June 13, 2018 by Paul Ausick

The Federal Reserve’s Open Market Committee (FOMC) decided Wednesday to raise the target range for the fed funds rate from a prior range of 1.50% to 1.75% to a new range of 1.75% to 2%. The vote was unanimous.

The committee also noted that overall inflation and core inflation (excluding food and energy) “have moved closer” to 2% and indicate that “longer-term inflation expectations are little changed, on balance.”

The rate hike was widely expected and markets had been reasonably calm with the blue-chip Dow and the S&P 500 trading flat and the Nasdaq composite up about 0.3%. The higher lending rate sent all three indexes down.

The next data point traders and investors get will come tomorrow morning when the European Central Bank is expected to announce that it will maintain its acccomodative policy with no change.

The FOMC also released its economic projections for the three-year period through 2020. Median GDP growth in 2018 is seen rising by 2.8%, up from the March projection of 2.7%. Projections of GDP growth of 2.4% next year and 2% in 2020 were unchanged.

The forecast for median personal consumption expenditures (PCE) inflation rose from 1.9% in the March projection to 2.1%. The FOMC now projects the same level for both 2019 and 2020. Median core PCE inflation is forecast at 2% for this year, up from the March projection of 1.9%. The core inflation projection for the next two years is unchanged from March at 2.1%.
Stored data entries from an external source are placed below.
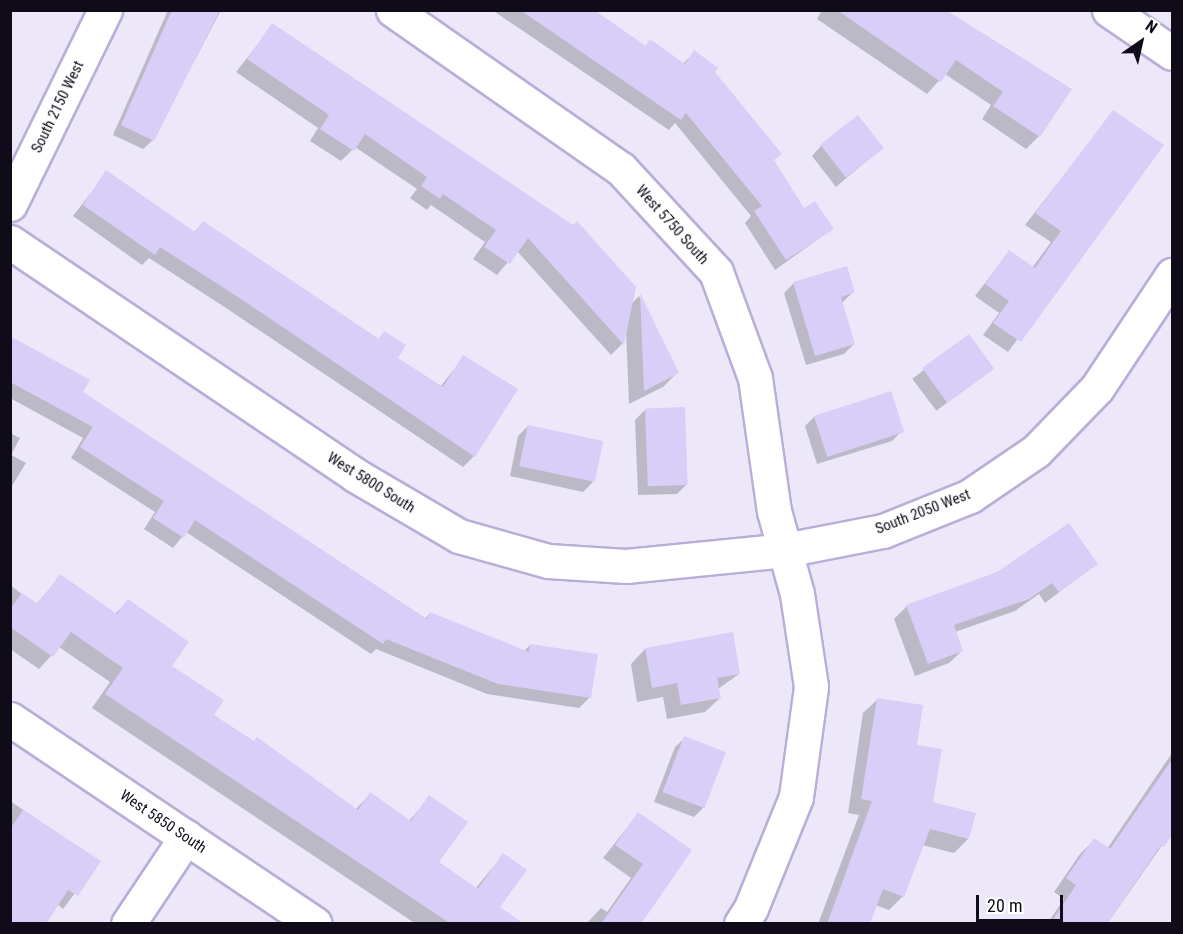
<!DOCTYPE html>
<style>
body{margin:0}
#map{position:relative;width:1183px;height:934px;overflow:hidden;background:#ece8f9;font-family:"Roboto Condensed",sans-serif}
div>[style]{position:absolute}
.shadow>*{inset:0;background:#0003;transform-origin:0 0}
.building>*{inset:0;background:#d8cef7;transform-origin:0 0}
.roads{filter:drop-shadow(2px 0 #b9aed7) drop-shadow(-2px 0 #b9aed7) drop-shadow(0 2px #b9aed7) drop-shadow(0 -2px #b9aed7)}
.minor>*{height:33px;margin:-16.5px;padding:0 16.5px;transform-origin:16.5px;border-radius:16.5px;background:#fff}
span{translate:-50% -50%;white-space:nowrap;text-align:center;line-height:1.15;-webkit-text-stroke:4.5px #fff;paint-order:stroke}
.street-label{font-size:15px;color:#0f0b18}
.frame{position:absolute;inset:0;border:12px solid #0f0b18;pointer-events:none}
.north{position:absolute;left:1111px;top:12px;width:60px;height:60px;-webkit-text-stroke:4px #fff;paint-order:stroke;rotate:34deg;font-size:16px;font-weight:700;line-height:24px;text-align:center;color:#0f0b18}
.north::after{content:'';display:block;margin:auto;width:21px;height:27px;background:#0f0b18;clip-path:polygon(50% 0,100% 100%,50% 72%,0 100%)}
.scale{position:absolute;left:976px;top:895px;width:87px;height:27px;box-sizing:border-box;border:3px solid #0f0b18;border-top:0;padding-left:8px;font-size:18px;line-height:21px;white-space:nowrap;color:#0f0b18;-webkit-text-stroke:4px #fff;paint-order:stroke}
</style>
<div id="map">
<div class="shadow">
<div style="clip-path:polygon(168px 10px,221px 10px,153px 140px,143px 149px,113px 135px)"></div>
<div style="clip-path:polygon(492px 10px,591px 10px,645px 47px,650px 41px,683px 64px,694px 52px,713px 72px,804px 210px,832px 229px,775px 270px,745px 223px,751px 216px,675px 123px,669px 130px)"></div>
<div style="clip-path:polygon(822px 10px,944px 10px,1039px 136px,1026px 149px,982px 119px,991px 105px,945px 74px,927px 94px,817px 19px)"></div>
<div style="clip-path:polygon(273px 25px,631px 304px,639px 296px,677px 373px,663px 387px,629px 404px,626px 330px,622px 344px,611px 355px,517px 251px,497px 275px,473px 259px,485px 242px,431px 205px,427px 210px,410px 198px,417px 189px,355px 147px,341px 161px,310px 141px,318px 128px,236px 72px)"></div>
<div style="clip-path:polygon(1114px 111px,1162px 145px,1008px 352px,983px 335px,999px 313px,975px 296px,1009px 252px,1032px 268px,1051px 242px,1025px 225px)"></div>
<div style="clip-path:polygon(821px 146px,882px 148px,836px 187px,812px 156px)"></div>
<div style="clip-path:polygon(107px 172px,193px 233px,203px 223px,378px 340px,384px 333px,396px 358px,440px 387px,464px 357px,474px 456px,463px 467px,226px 308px,149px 258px,142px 265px,73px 216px)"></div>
<div style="clip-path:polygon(794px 283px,853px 292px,842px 303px,854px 344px,844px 354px,806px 365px,784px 293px)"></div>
<div style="left:969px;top:336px;width:40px;height:71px;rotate:53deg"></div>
<div style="clip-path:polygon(10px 338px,81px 393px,425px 619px,430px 613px,524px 651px,530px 645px,590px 697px,579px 708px,487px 694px,376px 649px,371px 654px,186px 532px,173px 548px,144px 529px,155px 512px,71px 458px,83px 438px,10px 398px)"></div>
<div style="clip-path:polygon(645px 410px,687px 484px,677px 494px,638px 495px,635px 420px)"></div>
<div style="clip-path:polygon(815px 416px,902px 431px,892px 441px,817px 464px,805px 426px)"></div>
<div style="clip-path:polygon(528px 426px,593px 482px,583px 492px,510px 476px,518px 436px)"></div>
<div style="clip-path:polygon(10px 433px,20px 438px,11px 455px,26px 463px,10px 489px)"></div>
<div style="clip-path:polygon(1096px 564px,1045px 603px,1039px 594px,1015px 611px,955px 632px,962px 651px,949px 663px,915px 676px,894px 619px,907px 606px)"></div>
<div style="clip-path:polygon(60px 576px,115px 614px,128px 601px,170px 666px,212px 715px,355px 810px,370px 794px,409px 821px,430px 797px,437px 863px,475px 889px,503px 855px,498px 907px,522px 924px,416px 924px,92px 708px,110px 682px,59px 647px,39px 669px,10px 649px,10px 585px,36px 605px)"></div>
<div style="clip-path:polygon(645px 649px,739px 674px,718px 689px,720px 698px,705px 712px,667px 719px,663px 697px,637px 702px,631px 664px)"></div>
<div style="clip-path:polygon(878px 699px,915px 746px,932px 803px,968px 839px,954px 853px,922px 845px,903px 896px,889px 910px,875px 905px,868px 924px,818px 924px,859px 815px,848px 813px,863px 713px)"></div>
<div style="clip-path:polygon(685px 738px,704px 807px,694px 817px,654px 802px,675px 747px)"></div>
<div style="clip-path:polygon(1172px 753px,1172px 831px,1107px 924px,1047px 924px,1064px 899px,1054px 892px,1080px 854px,1094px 840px,1107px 849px)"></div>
<div style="clip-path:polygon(10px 801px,99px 861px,63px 909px,57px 904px,10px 924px)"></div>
<div style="clip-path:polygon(638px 814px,690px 850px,639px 924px,586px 924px,601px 908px,607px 912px,631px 878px,603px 858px)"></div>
</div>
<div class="building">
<div style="clip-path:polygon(172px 10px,220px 10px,154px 141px,121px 125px)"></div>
<div style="clip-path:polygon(520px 10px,594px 10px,646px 46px,650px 39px,685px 64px,694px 50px,718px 68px,715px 72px,782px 154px,774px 160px,804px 208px,815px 201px,834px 229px,786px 260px,754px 211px,762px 206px,686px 113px,681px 120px)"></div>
<div style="clip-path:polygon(837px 10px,946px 10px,1072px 89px,1040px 137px,993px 106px,1003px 92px,956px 60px,941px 82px)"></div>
<div style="clip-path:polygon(272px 23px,573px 225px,577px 221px,636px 287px,624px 345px,528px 238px,510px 264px,484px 247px,496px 230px,443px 194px,440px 199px,421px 186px,427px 177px,365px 134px,354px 151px,320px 129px,329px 115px,247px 59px)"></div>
<div style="clip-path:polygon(1113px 110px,1164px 145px,1021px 342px,993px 323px,1009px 301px,985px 284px,1009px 250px,1035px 268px,1061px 231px,1035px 213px)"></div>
<div style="left:858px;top:115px;width:42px;height:48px;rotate:52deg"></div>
<div style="clip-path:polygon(106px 170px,195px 232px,203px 221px,379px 339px,384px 331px,406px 345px,398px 358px,443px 387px,463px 355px,518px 389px,475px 457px,238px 297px,160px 247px,155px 255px,83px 205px)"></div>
<div style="clip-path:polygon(847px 266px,855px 292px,841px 297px,855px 344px,815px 356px,793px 282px)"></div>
<div style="clip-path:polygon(640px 293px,679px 373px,644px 391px)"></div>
<div style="left:969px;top:334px;width:43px;height:58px;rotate:54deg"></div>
<div style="clip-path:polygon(10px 336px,90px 380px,83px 392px,427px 619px,430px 612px,529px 652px,530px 644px,598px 654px,591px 698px,498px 684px,386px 639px,383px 644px,195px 520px,184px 538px,153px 518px,164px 501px,80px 447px,93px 427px,10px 382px)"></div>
<div style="left:891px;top:391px;width:43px;height:81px;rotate:72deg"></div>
<div style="left:685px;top:407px;width:78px;height:40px;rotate:88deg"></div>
<div style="left:528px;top:425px;width:77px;height:42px;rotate:12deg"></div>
<div style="clip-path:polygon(1069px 523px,1098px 564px,1059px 592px,1052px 583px,1029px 599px,954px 625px,963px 651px,928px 664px,906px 605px,997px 572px)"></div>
<div style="clip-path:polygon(60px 574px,117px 614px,128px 599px,189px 642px,172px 666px,224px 700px,214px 715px,254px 741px,257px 737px,358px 810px,370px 792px,411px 821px,429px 795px,468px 822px,439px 862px,478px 889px,503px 853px,527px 870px,500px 907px,524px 924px,451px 924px,105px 694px,123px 668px,71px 632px,53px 657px,10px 627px,10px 609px,22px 593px,38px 604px)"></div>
<div style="clip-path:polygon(733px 632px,740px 674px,717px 678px,721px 698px,681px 705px,677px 683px,652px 688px,645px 648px)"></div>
<div style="clip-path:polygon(877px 698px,923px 705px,917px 745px,942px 749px,933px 802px,976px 813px,969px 839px,930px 829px,904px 897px,883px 889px,870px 924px,827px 924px,872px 801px,861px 799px)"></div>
<div style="left:684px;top:736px;width:45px;height:60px;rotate:21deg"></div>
<div style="clip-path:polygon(1173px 758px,1173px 834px,1164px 847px,1161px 845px,1107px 924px,1050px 924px,1076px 885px,1066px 878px,1094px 838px,1110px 849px)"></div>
<div style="clip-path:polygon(23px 810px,101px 861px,78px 896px,68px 890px,46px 924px,10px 924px,10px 829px)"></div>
<div style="clip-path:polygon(638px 812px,692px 850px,641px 924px,601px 924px,643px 864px,615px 845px)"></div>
</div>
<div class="roads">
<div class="minor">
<div style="left:393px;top:10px;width:278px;rotate:34.9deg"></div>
<div style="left:621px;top:169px;width:140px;rotate:47.3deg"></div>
<div style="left:716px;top:272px;width:113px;rotate:69.8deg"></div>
<div style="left:755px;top:378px;width:134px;rotate:81.9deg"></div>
<div style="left:774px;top:511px;width:86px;rotate:74.5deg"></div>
<div style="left:797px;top:594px;width:94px;rotate:81.4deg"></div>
<div style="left:811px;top:687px;width:111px;rotate:97.8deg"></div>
<div style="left:796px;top:797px;width:120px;rotate:112.1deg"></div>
<div style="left:751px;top:908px;width:19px;rotate:122deg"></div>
<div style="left:1109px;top:10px;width:76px;rotate:34.3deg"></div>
<div style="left:10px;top:204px;width:216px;rotate:-63.9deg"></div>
<div style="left:10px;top:242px;width:416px;rotate:34deg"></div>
<div style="left:355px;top:475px;width:121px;rotate:30.4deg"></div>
<div style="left:459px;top:536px;width:92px;rotate:15.7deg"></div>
<div style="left:548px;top:561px;width:78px;rotate:3.7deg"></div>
<div style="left:626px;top:566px;width:160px;rotate:-5.7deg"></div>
<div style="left:785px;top:550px;width:100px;rotate:-11deg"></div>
<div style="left:883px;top:531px;width:94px;rotate:-21.9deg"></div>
<div style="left:970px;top:496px;width:80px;rotate:-34.3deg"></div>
<div style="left:1036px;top:451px;width:88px;rotate:-45.9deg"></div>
<div style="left:1097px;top:388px;width:136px;rotate:-56.4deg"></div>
<div style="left:10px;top:719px;width:367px;rotate:33.9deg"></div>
<div style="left:128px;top:924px;width:105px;rotate:-56.3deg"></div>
</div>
</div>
<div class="street-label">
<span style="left:58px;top:107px;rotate:-64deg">South 2150 West</span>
<span style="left:672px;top:225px;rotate:48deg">West 5750 South</span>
<span style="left:371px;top:483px;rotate:32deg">West 5800 South</span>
<span style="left:923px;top:512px;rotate:-21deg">South 2050 West</span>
<span style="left:163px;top:822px;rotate:34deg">West 5850 South</span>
</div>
<div class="frame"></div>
<div class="north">N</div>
<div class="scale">20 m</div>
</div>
The projected unemployment rate for this year has been dropped from a March level of 3.8% to a new estimate of 3.6%. Projections for 2019 and 2010 were also lowered from 3.6% in both years to 3.5% in both years.

The median FOMC forecast for the Fed funds rate rose to 2.4% for this year and rose to 3.1% next year and 3.4% in 2020. The new forecast replaces the March projections for a Fed funds rate of 2.1% at the end of this year, 2.9% at the end of 2019, and 3.4% in 2020.

In a terse wrap-up statement the FOMC said: “Risks to the economic outlook appear roughly balanced.”

The expert Fed tea-leaves readers may see at least two more rate hikes this year to reach the new forecast level of 2.4% and that could be weighing on equity markets now.

Shortly after the statement was published equity markets moved slightly lower with real-estate and basic materials sectors taking the heaviest blows. The yield on 10-year Treasuries rose by nearly 3 basis points to 2.976% and the dollar remained basically flat.